# ACTIVITY:
Set the data down once more, in full and exactly.

===== DATA TO EXAMINE

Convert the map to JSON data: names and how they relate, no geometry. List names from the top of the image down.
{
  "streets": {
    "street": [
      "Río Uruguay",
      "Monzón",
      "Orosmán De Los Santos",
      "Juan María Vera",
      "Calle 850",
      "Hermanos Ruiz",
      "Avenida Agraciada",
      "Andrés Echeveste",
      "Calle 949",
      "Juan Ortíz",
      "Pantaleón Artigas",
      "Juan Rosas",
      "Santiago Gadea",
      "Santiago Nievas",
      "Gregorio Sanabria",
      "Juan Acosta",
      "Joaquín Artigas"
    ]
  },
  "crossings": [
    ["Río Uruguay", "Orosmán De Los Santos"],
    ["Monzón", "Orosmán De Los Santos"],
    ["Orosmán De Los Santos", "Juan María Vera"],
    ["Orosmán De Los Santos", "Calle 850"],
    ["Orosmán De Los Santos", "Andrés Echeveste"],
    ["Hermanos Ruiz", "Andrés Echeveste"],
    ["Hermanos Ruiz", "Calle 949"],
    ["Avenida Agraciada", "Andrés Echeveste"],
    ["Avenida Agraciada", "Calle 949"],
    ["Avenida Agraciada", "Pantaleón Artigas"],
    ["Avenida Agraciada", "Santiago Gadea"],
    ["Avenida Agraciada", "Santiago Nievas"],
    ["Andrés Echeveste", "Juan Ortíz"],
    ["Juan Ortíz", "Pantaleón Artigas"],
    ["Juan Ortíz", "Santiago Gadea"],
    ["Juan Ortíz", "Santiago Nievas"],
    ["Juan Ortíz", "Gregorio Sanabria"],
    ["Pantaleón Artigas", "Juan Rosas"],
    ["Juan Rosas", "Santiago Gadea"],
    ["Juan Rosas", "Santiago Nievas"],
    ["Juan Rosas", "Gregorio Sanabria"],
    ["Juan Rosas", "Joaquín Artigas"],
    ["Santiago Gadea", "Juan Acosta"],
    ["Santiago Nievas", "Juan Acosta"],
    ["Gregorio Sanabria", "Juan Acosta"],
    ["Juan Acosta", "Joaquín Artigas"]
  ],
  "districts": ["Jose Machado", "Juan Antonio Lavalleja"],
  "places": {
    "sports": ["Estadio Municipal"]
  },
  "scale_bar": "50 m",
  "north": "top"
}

==========

# RESPONSE:
Convert the map to JSON data: names and how they relate, no geometry. List names from the top of the image down.
{
  "streets": {
    "street": [
      "Río Uruguay",
      "Monzón",
      "Orosmán De Los Santos",
      "Juan María Vera",
      "Calle 850",
      "Hermanos Ruiz",
      "Avenida Agraciada",
      "Andrés Echeveste",
      "Calle 949",
      "Juan Ortíz",
      "Pantaleón Artigas",
      "Juan Rosas",
      "Santiago Gadea",
      "Santiago Nievas",
      "Gregorio Sanabria",
      "Juan Acosta",
      "Joaquín Artigas"
    ]
  },
  "crossings": [
    ["Río Uruguay", "Orosmán De Los Santos"],
    ["Monzón", "Orosmán De Los Santos"],
    ["Orosmán De Los Santos", "Juan María Vera"],
    ["Orosmán De Los Santos", "Calle 850"],
    ["Orosmán De Los Santos", "Andrés Echeveste"],
    ["Hermanos Ruiz", "Andrés Echeveste"],
    ["Hermanos Ruiz", "Calle 949"],
    ["Avenida Agraciada", "Andrés Echeveste"],
    ["Avenida Agraciada", "Calle 949"],
    ["Avenida Agraciada", "Pantaleón Artigas"],
    ["Avenida Agraciada", "Santiago Gadea"],
    ["Avenida Agraciada", "Santiago Nievas"],
    ["Andrés Echeveste", "Juan Ortíz"],
    ["Juan Ortíz", "Pantaleón Artigas"],
    ["Juan Ortíz", "Santiago Gadea"],
    ["Juan Ortíz", "Santiago Nievas"],
    ["Juan Ortíz", "Gregorio Sanabria"],
    ["Pantaleón Artigas", "Juan Rosas"],
    ["Juan Rosas", "Santiago Gadea"],
    ["Juan Rosas", "Santiago Nievas"],
    ["Juan Rosas", "Gregorio Sanabria"],
    ["Juan Rosas", "Joaquín Artigas"],
    ["Santiago Gadea", "Juan Acosta"],
    ["Santiago Nievas", "Juan Acosta"],
    ["Gregorio Sanabria", "Juan Acosta"],
    ["Juan Acosta", "Joaquín Artigas"]
  ],
  "districts": ["Jose Machado", "Juan Antonio Lavalleja"],
  "places": {
    "sports": ["Estadio Municipal"]
  },
  "scale_bar": "50 m",
  "north": "top"
}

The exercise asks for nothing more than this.